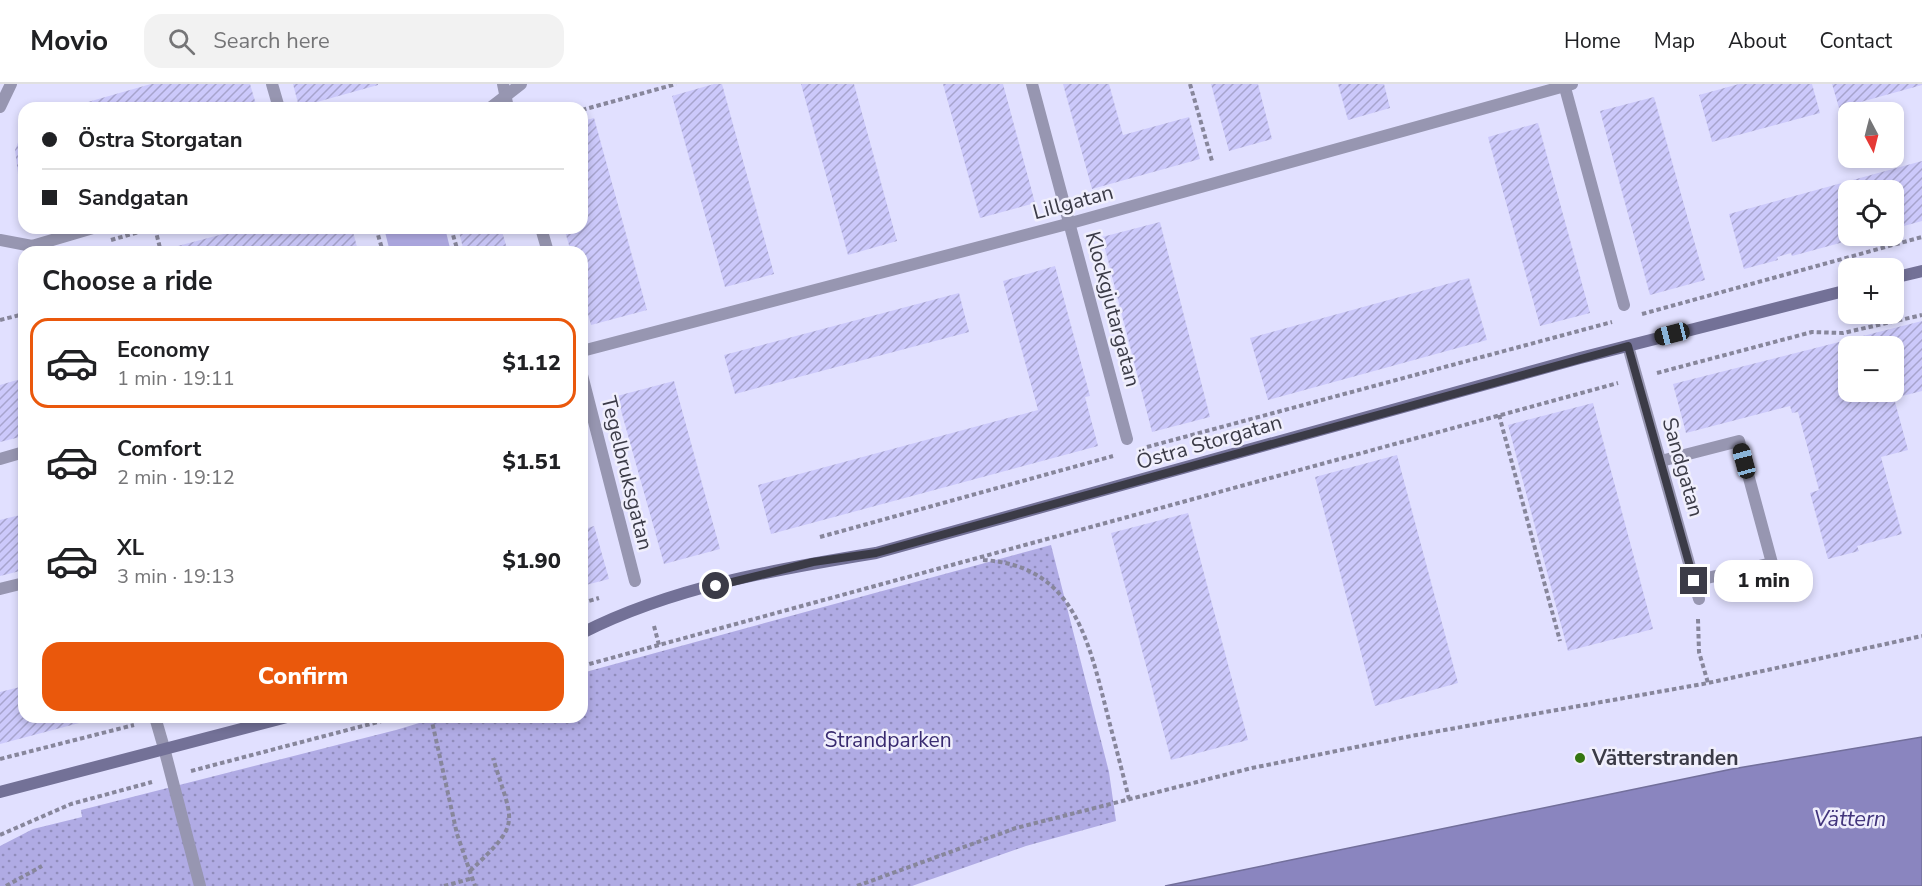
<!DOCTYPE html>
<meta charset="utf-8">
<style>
:root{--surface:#fff;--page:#f2f2f2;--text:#202124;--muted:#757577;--line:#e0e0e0;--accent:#ea580c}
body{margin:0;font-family:"Nunito Sans",sans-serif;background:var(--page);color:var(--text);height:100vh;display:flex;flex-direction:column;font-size:22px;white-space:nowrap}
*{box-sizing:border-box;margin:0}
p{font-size:20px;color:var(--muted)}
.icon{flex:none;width:33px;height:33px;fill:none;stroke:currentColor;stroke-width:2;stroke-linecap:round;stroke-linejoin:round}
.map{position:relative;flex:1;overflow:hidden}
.drawer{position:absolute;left:18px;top:162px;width:570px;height:477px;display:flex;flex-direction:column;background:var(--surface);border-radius:18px;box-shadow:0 3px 9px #0003}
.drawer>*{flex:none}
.banner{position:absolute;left:18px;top:18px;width:570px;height:132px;border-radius:18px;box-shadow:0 3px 9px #0003;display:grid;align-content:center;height:132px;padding:0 24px;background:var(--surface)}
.needle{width:39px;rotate:173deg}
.buttons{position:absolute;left:1838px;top:18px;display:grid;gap:12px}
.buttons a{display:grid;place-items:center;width:66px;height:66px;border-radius:12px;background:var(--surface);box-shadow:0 3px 9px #0003;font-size:30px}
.end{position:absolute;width:27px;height:27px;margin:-14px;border:8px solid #3b3b47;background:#fff;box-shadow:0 0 0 3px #fff}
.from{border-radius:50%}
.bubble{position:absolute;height:42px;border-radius:18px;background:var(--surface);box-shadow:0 3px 9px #0003;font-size:20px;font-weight:800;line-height:42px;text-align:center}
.car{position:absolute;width:18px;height:36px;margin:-18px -9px;border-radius:8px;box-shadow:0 0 4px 2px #0007;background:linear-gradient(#222 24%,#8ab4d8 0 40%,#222 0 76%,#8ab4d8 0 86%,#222 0)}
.banner b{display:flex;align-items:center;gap:21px;height:57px;font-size:22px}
.banner b+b{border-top:2px solid var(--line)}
.banner i{width:15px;height:15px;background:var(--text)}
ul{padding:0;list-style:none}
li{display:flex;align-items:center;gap:18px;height:90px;margin:0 12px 9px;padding:0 12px;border:3px solid transparent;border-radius:18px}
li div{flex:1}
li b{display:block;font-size:22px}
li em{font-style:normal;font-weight:800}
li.selected{border-color:var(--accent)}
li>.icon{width:54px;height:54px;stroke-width:1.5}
h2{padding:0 24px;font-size:27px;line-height:72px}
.action{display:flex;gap:12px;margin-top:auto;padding:12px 24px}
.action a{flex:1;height:69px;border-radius:18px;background:var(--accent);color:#fff;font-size:24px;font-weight:800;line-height:69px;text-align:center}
header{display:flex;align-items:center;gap:36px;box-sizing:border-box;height:84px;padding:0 30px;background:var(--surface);border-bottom:2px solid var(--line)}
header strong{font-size:28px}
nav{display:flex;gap:33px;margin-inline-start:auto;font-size:21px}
.search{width:420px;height:54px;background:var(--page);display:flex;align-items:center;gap:15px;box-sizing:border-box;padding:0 21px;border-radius:18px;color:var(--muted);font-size:22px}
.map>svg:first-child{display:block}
</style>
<header>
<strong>Movio</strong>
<div class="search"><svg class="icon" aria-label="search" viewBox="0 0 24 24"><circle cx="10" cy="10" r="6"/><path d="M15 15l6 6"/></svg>Search here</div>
<nav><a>Home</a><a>Map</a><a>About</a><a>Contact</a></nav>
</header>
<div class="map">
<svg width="1922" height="802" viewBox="0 0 1922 802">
<defs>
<pattern id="park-dots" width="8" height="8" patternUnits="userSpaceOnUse" patternTransform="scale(1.5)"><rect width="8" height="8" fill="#b0abe4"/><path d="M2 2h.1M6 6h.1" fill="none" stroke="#908cbb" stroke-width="1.8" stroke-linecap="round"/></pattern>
<pattern id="building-hatch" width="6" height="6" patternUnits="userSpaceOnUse" patternTransform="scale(1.5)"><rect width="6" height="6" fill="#ccc9fb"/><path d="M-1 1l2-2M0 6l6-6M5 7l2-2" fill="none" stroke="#a7a4cd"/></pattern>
</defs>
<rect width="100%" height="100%" fill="#e1e0ff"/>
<path fill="#b0abe4" d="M 384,144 L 445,144 L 451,168 L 390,168 Z"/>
<path fill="url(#park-dots)" d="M 1051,461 L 1109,688 L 1116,737 L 1026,762 L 912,802 L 0,802 L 0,762 L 33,745 L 82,733 L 81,726 L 396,646 L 439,633 L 582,633 L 582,589 Z"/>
<path fill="#8a85bf" stroke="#726f9b" stroke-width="1.5" d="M 1922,653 L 1922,802 L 1165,802 L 1732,685 Z"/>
<g fill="url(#building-hatch)" fill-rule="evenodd">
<path d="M 151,0 L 250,0 L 257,24 L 67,24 Z"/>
<path d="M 293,0 L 378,0 L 378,1 L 299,23 Z"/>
<path d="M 714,0 L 722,0 L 774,190 L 725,203 L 672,12 Z"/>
<path d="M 801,0 L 854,0 L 897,157 L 848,171 Z"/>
<path d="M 943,0 L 1003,0 L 1035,119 L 980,134 Z"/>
<path d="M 1063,0 L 1109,0 L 1123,51 L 1189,33 L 1200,75 L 1092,105 Z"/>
<path d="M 1211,0 L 1258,0 L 1272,55 L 1229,67 Z"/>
<path d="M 1338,0 L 1384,0 L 1390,24 L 1348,36 Z"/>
<path d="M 1739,0 L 1812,0 L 1820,29 L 1712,58 L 1699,11 Z"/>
<path d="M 1832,0 L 1922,0 L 1922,1 L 1839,24 Z"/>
<path d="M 1654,13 L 1705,196 L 1650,211 L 1600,27 Z"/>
<path d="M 594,34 L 647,226 L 591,241 L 582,208 L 582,168 L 571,168 L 564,144 L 582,144 L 582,37 Z"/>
<path d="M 1538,39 L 1590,229 L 1540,242 L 1488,53 Z"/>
<path d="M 24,43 L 24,91 L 18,90 L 15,66 Z"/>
<path d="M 1922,77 L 1922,137 L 1893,145 L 1893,106 L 1848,106 L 1848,152 L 1862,153 L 1792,172 L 1791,169 L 1777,173 L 1778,176 L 1744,185 L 1729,130 Z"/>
<path d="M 1160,138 L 1210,333 L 1152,348 L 1102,153 Z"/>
<path d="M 246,144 L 352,144 L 357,163 L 339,168 L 176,168 L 174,163 Z"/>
<path d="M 458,144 L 501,144 L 508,168 L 464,168 Z"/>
<path d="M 1055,182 L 1090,312 L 1085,313 L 1098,362 L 771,450 L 758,401 L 1038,326 L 1003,197 Z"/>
<path d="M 1469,194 L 1487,256 L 1268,316 L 1250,254 Z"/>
<path d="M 959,209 L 969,248 L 735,310 L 724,271 Z"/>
<path d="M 1922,237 L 1922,307 L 1894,314 L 1908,366 L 1881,373 L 1902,450 L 1857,462 L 1859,467 L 1828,475 L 1810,409 L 1819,406 L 1798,328 L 1792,329 L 1790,322 L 1686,349 L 1673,300 ZM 1848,262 L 1893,262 L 1893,308 L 1848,308 Z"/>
<path d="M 24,294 L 24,352 L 0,358 L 0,301 Z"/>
<path d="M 674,297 L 720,465 L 664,480 L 617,312 Z"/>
<path d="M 1593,319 L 1653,545 L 1568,567 L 1508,341 Z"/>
<path d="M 1397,371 L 1458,599 L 1375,622 L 1315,393 Z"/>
<path d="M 1188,429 L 1248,656 L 1171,676 L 1111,449 Z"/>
<path d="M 24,430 L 24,486 L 0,492 L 0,436 Z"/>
<path d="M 594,442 L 609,495 L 582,502 L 582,446 Z"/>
<path d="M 24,602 L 24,633 L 98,634 L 0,660 L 0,608 Z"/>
</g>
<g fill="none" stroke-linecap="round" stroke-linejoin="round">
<g stroke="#87869b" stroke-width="4" stroke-dasharray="4.5 3" stroke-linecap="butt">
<path d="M 1190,0 L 1212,77"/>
<path d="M 582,26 L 676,0"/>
<path d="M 155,144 L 161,168"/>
<path d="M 376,144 L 383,168"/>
<path d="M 451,144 L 458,168"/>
<path d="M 111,156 L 153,144"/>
<path d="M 1642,230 L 1922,153"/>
<path d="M 0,236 L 24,230"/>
<path d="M 1657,289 L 1812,248 L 1843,249 L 1922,231"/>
<path d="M 1499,331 L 1560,557"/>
<path d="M 1147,363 L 1612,238"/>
<path d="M 820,453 L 1113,372"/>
<path d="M 983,476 C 1068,481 1086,546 1104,617 C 1112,649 1121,682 1129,715"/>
<path d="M 582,519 L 599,514"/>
<path d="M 1698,535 L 1699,568 L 1708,599"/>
<path d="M 654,542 L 659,561"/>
<path d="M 582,582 L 1618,299"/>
<path d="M 431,633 L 457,750 L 475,802"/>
<path d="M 0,675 L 134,641"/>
<path d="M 191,687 L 397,633"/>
<path d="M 0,751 L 71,720 L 152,698"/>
<path d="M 470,787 C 523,737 513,741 493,674"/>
<path d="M 6,802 L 42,782"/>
<path d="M 444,802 L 473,794"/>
<path d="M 857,802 L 1016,744 L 1252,684 L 1411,652 L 1708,599 L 1922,552"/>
</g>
<g stroke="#9796b1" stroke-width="12">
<path d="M 272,0 L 279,24"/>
<path d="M 0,23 L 11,0"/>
<path d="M 0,375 L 24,368"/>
<path d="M 1661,377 L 1739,357 L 1772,479 L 1694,497"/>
<path d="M 0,505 L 24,499"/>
<path d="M 164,664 L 200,802"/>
</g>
<g stroke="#9796b1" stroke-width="12">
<path d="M 503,0 L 508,24"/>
<path d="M 1032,0 L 1127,355"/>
<path d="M 1564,0 L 1624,221"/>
<path d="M 490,24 L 521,0"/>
<path d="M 541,144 L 548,168"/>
<path d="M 0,156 L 32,162 L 93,144"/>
<path d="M 1628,262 L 1699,515"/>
<path d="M 582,267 L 1071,139 L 1572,0"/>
<path d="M 582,291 L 635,497"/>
<path d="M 155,633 L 164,664"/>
</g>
<g stroke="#737197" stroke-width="12">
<path d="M 1893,194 L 1922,187"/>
<path d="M 582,549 C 672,503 777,485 876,469 L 1580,274 L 1848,206"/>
<path d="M 0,708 L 287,633"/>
</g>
</g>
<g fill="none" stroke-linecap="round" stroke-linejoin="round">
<path stroke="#3b3b47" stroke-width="8" d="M 716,502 L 813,478 L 876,469 L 1628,262 L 1694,497"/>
</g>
<circle fill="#347511" stroke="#f0effc" stroke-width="2" cx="1580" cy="674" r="6"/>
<g text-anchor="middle" stroke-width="5" stroke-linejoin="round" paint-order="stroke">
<g font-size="21" fill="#3b3b47" stroke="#f0effc">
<text transform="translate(1073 118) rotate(-15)" y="7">Lillgatan</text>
<text transform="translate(1113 225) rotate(75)" y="7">Klockgjutargatan</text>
<text transform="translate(1209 358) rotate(-16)" y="7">Östra Storgatan</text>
<text transform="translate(1683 383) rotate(74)" y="7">Sandgatan</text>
<text transform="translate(627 389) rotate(76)" y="7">Tegelbruksgatan</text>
</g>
<g font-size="21" fill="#382a70" stroke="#f0effc">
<text x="888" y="663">Strandparken</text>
</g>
<g font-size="21" font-weight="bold" fill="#3b3b47" stroke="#f0effc" text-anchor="start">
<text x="1592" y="681">Vätterstranden</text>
</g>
<g font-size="22" font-style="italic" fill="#42357c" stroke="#f0effc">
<text x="1850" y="742">Vättern</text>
</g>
</g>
</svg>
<div class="buttons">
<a><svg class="needle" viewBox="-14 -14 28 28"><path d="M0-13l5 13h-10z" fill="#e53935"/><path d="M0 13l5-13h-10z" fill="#757577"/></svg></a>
<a><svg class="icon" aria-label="locate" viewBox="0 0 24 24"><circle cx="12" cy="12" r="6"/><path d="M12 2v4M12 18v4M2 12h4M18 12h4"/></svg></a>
<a>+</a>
<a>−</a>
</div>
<i class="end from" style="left:716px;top:502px"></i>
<i class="end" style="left:1694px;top:497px"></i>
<div class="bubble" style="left:1714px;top:476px;width:99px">1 min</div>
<i class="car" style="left:1672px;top:250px;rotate:256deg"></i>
<i class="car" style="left:1744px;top:377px;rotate:345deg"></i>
<div class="banner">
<b><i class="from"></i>Östra Storgatan</b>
<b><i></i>Sandgatan</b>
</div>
<section class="drawer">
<h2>Choose a ride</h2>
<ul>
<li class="selected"><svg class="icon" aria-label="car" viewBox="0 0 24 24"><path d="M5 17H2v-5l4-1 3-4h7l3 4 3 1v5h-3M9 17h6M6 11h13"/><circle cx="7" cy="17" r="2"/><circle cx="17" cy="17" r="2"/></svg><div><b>Economy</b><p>1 min · 19:11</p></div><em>$1.12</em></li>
<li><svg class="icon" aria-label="car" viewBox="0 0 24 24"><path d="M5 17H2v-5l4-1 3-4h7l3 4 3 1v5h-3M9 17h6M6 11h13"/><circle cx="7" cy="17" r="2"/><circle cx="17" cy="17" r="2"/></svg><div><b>Comfort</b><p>2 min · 19:12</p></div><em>$1.51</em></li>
<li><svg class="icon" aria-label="car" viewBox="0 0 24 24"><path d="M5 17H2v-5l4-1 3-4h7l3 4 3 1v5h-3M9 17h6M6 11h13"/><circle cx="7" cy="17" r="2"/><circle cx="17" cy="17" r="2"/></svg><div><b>XL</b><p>3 min · 19:13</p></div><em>$1.90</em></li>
</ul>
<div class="action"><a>Confirm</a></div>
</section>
</div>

_YOUR ASSIGNMENT_.
If a line in the listing holds the word "linejoin", list that line.

_ANSWER SECTION_.
.icon{flex:none;width:33px;height:33px;fill:none;stroke:currentColor;stroke-width:2;stroke-linecap:round;stroke-linejoin:round}
<g fill="none" stroke-linecap="round" stroke-linejoin="round">
<g fill="none" stroke-linecap="round" stroke-linejoin="round">
<g text-anchor="middle" stroke-width="5" stroke-linejoin="round" paint-order="stroke">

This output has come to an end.